The designed model highlighted a higher similarity to human fMRI activity across different brain regions, even though it was not trained with fMRI data, suggesting that ReAlnet learned more general neural representations of the human brain. It exhibited hierarchical individual variabilities across different layers, reflecting the increasing complexity and diversity of neural representations in the human brain. Furthermore, it demonstrated increased adversarial robustness compared to CORnet-S, indicating that aligning with human neural representations can improve the model’s stability and generalization.

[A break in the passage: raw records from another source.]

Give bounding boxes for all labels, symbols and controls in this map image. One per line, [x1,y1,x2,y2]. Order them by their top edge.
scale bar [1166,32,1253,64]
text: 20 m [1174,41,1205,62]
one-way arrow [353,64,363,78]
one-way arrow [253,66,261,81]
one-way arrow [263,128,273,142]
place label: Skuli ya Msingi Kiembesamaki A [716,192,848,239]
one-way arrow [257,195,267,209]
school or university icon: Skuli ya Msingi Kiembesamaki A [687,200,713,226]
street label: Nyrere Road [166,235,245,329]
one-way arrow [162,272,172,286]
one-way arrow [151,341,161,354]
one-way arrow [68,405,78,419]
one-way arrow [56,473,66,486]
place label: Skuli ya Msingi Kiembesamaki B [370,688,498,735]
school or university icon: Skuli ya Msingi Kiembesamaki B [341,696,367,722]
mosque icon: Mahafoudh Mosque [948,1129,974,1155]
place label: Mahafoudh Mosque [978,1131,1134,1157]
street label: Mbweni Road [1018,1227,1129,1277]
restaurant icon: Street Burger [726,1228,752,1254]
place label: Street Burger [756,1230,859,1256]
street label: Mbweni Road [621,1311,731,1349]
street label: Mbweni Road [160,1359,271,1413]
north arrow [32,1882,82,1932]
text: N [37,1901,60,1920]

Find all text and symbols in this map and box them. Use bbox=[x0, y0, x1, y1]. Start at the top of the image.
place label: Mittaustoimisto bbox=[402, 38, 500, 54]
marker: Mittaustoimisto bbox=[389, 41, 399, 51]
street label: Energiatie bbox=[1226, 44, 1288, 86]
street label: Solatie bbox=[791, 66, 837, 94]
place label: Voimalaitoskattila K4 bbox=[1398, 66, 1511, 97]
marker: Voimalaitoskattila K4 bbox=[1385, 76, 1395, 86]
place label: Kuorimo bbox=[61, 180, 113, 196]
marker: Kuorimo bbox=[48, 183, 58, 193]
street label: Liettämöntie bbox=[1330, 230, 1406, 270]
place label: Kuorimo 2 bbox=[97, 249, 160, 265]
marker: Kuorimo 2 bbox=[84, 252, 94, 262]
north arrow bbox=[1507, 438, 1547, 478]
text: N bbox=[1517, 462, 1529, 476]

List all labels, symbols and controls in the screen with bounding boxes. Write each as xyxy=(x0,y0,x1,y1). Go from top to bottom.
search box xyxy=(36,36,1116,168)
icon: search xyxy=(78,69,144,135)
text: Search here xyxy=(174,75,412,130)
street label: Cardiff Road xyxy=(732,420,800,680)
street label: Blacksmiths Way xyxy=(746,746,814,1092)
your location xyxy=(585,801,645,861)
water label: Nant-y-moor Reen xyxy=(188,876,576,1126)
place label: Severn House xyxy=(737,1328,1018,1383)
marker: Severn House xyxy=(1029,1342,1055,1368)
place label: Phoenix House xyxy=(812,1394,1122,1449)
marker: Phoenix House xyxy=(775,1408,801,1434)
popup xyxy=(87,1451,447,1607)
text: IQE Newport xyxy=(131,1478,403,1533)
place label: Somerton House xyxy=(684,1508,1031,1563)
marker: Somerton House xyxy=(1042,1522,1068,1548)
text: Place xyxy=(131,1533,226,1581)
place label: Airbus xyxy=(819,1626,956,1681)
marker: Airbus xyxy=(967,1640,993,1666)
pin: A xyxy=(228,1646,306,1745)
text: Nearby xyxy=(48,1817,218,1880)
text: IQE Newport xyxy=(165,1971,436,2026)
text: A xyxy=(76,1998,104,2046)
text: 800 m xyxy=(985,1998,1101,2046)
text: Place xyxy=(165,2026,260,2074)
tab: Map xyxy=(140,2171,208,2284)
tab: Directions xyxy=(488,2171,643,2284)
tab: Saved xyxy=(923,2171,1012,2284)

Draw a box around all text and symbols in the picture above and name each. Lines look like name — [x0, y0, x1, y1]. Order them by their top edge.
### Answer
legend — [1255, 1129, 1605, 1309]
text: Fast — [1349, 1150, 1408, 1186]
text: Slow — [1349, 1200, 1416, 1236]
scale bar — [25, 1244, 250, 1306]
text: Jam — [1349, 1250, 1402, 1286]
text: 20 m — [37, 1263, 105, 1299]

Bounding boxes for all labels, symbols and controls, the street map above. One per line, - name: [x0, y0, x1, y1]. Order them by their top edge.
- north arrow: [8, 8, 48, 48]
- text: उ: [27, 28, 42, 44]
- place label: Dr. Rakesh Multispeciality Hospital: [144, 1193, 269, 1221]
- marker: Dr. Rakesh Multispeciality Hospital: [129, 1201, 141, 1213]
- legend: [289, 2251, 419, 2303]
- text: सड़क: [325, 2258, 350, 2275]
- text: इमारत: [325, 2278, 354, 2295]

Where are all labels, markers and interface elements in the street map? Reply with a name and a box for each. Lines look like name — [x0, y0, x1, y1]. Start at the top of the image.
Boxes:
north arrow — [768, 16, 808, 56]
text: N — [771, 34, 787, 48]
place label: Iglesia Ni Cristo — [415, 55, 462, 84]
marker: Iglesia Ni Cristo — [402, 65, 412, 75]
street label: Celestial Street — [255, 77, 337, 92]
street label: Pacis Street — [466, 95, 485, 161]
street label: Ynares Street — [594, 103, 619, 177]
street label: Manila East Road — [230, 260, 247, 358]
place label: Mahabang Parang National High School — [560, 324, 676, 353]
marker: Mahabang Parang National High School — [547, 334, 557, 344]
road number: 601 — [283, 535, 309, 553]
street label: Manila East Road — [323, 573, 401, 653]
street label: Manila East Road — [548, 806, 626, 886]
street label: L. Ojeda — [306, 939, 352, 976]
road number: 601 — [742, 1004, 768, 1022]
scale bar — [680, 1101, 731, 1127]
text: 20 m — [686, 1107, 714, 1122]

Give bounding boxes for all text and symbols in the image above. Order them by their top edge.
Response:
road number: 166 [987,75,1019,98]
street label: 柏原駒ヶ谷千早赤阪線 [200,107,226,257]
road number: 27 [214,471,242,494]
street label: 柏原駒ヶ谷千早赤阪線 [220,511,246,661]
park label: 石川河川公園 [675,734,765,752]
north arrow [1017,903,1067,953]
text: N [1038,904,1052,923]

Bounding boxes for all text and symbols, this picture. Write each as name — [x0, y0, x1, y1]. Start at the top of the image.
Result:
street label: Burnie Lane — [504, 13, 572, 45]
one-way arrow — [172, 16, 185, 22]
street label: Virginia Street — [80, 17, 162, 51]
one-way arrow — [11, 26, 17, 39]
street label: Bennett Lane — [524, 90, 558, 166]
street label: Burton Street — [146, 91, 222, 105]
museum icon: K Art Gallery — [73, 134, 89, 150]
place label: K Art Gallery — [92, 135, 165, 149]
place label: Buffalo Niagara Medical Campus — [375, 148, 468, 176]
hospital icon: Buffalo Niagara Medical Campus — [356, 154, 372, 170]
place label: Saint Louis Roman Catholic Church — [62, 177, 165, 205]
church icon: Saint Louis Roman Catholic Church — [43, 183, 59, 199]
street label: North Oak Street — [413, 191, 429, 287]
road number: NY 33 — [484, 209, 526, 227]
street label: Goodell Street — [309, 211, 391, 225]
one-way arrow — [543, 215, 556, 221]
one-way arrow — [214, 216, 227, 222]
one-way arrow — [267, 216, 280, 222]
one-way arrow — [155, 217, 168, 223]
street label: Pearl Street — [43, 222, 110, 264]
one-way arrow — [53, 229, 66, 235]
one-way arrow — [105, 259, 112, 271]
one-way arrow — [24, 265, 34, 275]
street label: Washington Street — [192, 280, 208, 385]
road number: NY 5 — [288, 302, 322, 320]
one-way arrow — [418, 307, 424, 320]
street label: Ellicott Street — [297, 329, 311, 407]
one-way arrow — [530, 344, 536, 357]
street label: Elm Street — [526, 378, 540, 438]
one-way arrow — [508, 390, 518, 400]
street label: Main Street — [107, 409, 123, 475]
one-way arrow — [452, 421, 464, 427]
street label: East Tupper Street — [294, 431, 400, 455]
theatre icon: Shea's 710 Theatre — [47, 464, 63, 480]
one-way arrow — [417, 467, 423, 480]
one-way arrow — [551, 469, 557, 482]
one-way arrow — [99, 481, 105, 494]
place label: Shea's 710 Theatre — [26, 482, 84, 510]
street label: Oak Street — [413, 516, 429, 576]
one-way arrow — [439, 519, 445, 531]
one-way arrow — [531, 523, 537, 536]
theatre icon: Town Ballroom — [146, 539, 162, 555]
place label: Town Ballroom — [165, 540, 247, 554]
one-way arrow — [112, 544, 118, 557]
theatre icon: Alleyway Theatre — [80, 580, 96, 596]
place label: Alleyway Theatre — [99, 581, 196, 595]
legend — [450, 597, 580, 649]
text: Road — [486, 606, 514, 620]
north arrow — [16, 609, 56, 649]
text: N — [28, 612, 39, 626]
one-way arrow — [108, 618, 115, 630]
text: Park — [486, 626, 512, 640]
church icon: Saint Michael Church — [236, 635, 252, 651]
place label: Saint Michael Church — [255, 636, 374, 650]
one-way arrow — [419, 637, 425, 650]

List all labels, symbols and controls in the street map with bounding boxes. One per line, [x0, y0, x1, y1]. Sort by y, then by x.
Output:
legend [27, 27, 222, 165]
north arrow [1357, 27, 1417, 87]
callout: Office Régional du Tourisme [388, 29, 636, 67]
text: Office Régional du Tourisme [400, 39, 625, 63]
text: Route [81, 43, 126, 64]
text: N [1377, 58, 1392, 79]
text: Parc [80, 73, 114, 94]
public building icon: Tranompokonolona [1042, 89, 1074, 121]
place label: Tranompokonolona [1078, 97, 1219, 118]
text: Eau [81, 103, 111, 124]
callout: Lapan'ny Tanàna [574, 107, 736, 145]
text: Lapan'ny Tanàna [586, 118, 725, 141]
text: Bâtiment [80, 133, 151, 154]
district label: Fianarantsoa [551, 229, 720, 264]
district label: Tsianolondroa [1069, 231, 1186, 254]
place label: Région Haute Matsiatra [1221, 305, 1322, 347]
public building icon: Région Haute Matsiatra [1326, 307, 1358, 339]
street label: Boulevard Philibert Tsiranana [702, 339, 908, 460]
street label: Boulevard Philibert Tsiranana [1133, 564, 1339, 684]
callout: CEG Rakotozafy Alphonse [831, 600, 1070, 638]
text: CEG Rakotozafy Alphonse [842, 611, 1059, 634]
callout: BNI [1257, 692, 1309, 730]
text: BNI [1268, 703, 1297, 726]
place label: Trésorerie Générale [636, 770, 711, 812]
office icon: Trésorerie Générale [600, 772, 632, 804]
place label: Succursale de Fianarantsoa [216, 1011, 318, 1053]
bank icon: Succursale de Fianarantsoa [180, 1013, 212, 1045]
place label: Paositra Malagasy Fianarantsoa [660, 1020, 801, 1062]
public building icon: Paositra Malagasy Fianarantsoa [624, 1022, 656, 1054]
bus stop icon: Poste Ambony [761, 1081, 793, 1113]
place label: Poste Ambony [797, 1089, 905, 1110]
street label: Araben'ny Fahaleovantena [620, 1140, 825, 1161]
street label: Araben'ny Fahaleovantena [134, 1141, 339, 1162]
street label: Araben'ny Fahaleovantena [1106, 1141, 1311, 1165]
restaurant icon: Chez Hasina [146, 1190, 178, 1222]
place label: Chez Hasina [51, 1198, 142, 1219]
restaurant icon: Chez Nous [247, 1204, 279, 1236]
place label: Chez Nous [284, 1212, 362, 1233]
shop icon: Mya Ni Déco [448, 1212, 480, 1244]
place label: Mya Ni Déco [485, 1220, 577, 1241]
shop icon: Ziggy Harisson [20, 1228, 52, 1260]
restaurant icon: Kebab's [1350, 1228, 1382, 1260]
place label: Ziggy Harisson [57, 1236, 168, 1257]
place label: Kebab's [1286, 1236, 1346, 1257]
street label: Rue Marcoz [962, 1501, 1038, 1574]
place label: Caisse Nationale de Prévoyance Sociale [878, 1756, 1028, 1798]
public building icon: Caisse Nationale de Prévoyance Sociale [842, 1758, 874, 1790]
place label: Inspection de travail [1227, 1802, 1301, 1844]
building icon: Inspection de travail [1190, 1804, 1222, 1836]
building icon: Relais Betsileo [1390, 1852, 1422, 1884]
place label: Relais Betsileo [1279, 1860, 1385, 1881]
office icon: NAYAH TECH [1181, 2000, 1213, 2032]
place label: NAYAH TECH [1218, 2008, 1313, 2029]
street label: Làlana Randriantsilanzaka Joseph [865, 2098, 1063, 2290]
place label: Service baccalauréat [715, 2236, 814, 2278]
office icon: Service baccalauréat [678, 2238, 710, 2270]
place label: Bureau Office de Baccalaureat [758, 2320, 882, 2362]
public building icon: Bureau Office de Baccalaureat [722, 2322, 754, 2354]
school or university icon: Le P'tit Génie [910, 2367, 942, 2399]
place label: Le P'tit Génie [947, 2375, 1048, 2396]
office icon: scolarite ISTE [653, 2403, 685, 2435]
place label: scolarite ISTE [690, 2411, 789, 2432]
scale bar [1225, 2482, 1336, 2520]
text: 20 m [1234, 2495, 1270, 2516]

The developed techniques have several implications for both computer vision and cognitive neuroscience. For computer vision, the newly presented model represents a novel and effective approach to enhance the resemblance between vision models and the human brain, which can potentially improve the robustness and generalization of the models as well as enable more brain-like artificial intelligence systems. For cognitive neuroscience, the new method can serve as a useful tool to explore the mechanisms of human visual processing and test hypotheses and predictions about the brain’s representational patterns.
Conclusion
In summary, the presented novel model is an effective, efficient, and adaptable framework for human neural representational alignment, along with the corresponding human brain-like model, ReAlnet. It not only aligns closely with human EEG and fMRI but also exhibits hierarchical individual variabilities and increased adversarial robustness, mirroring human visual processing. Moreover, this research effectively fills the gap between human vision and artificial vision.
The study demonstrated that the developed technique can be extended to fMRI and MEG neural modalities and other tasks including natural language and auditory processing utilizing unsupervised or self-supervised models. The researchers acknowledged challenges and limitations, such as the small size of neural datasets and the lack of shared labels among different datasets.
*Important notice: arXiv publishes preliminary scientific reports that are not peer-reviewed and, therefore, should not be regarded as definitive, used to guide development decisions, or treated as established information in the field of artificial intelligence research.